**Stored items**
= = = = =
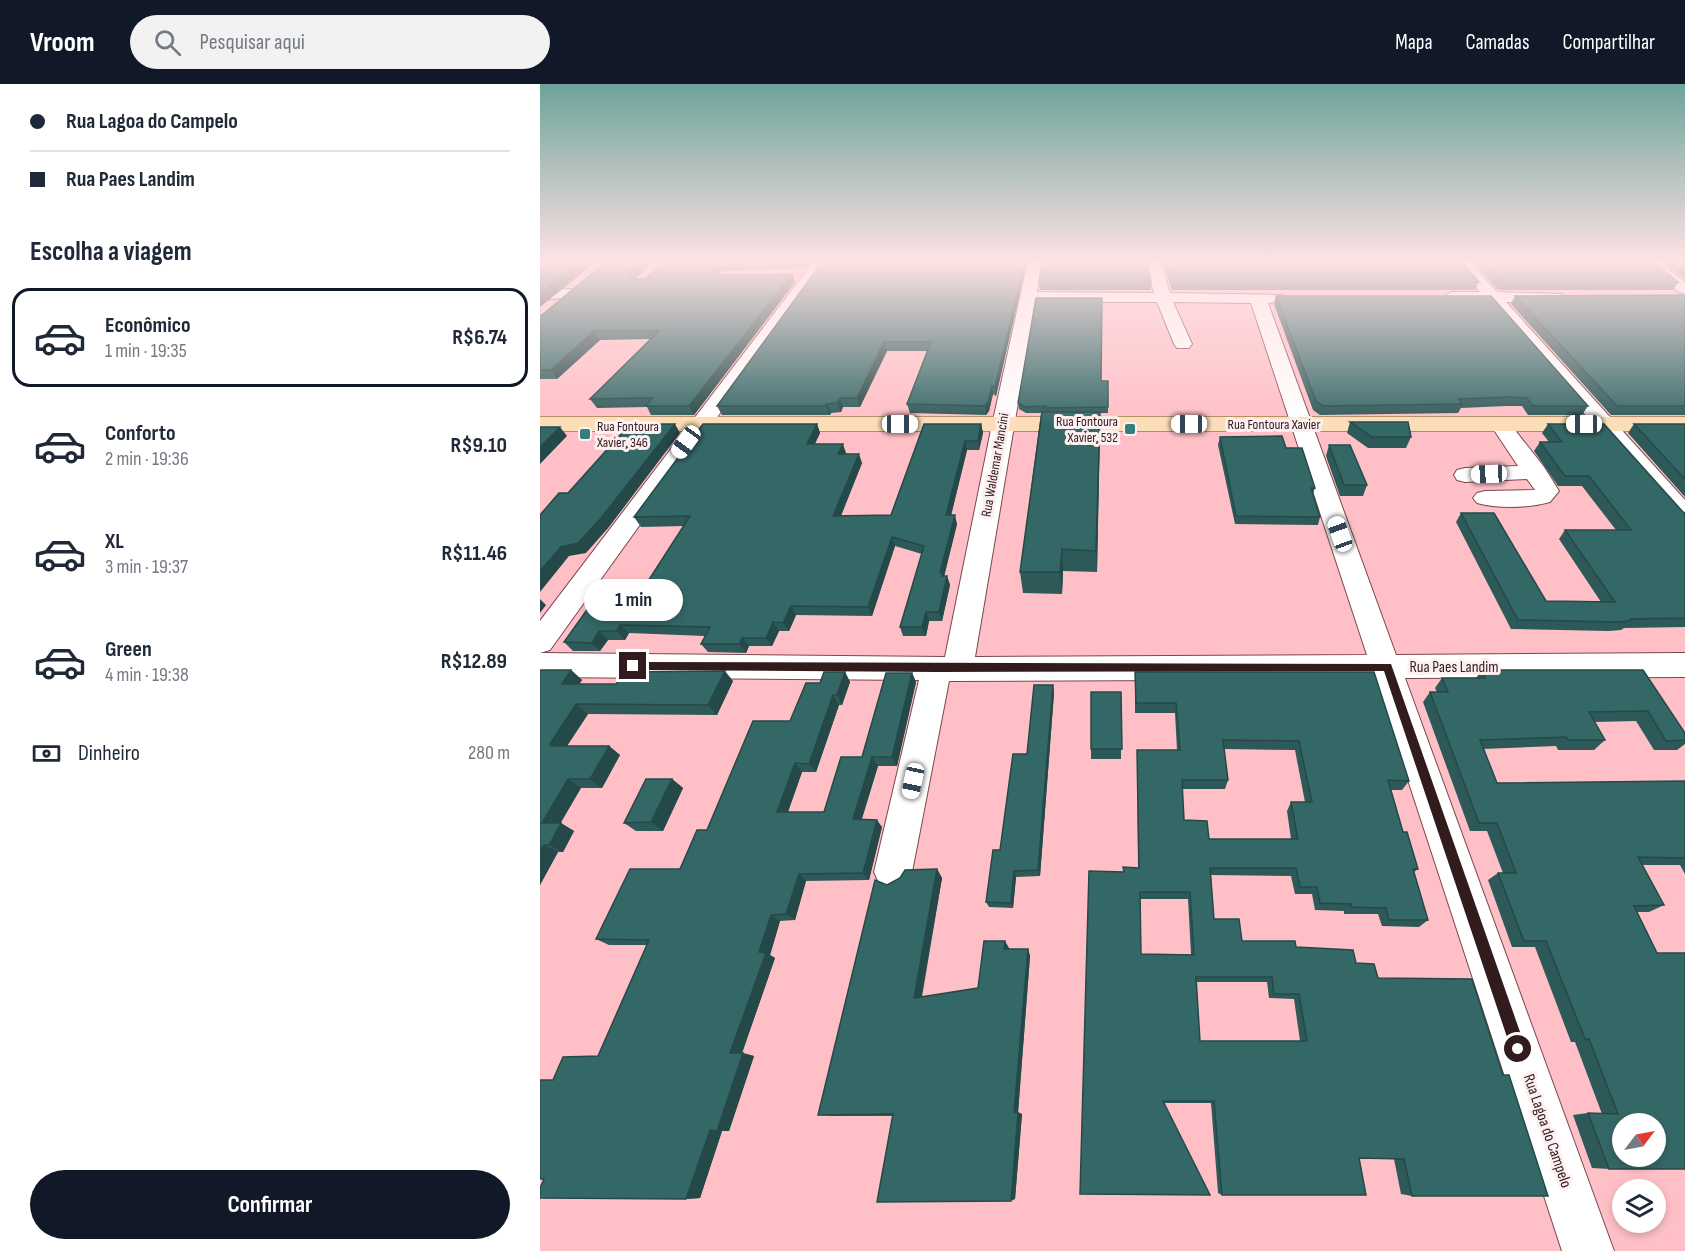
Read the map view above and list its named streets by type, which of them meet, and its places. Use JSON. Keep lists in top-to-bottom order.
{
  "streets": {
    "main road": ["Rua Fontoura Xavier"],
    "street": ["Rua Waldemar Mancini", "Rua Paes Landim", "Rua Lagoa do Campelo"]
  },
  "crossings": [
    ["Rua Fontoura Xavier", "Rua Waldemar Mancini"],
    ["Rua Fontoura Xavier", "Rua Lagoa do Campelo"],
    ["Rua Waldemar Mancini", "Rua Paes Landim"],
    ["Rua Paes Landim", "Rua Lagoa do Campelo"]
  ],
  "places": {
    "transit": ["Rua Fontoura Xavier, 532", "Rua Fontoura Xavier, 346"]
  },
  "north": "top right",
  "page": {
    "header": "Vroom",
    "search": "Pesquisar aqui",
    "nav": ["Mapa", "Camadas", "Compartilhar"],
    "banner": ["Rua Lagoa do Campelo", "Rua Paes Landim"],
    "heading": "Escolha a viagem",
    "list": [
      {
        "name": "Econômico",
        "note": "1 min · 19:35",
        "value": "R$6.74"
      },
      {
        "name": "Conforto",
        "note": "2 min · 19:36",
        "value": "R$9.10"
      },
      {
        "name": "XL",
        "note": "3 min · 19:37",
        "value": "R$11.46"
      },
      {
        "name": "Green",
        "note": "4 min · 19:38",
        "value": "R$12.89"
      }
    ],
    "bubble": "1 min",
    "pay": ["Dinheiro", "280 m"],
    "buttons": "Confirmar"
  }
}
= = = = =
**EXERCISE DETAILS**
All the lines above are to be reproduced exactly, except the pictures.

**WRITTEN ANSWER**
Read the map view above and list its named streets by type, which of them meet, and its places. Use JSON. Keep lists in top-to-bottom order.
{
  "streets": {
    "main road": ["Rua Fontoura Xavier"],
    "street": ["Rua Waldemar Mancini", "Rua Paes Landim", "Rua Lagoa do Campelo"]
  },
  "crossings": [
    ["Rua Fontoura Xavier", "Rua Waldemar Mancini"],
    ["Rua Fontoura Xavier", "Rua Lagoa do Campelo"],
    ["Rua Waldemar Mancini", "Rua Paes Landim"],
    ["Rua Paes Landim", "Rua Lagoa do Campelo"]
  ],
  "places": {
    "transit": ["Rua Fontoura Xavier, 532", "Rua Fontoura Xavier, 346"]
  },
  "north": "top right",
  "page": {
    "header": "Vroom",
    "search": "Pesquisar aqui",
    "nav": ["Mapa", "Camadas", "Compartilhar"],
    "banner": ["Rua Lagoa do Campelo", "Rua Paes Landim"],
    "heading": "Escolha a viagem",
    "list": [
      {
        "name": "Econômico",
        "note": "1 min · 19:35",
        "value": "R$6.74"
      },
      {
        "name": "Conforto",
        "note": "2 min · 19:36",
        "value": "R$9.10"
      },
      {
        "name": "XL",
        "note": "3 min · 19:37",
        "value": "R$11.46"
      },
      {
        "name": "Green",
        "note": "4 min · 19:38",
        "value": "R$12.89"
      }
    ],
    "bubble": "1 min",
    "pay": ["Dinheiro", "280 m"],
    "buttons": "Confirmar"
  }
}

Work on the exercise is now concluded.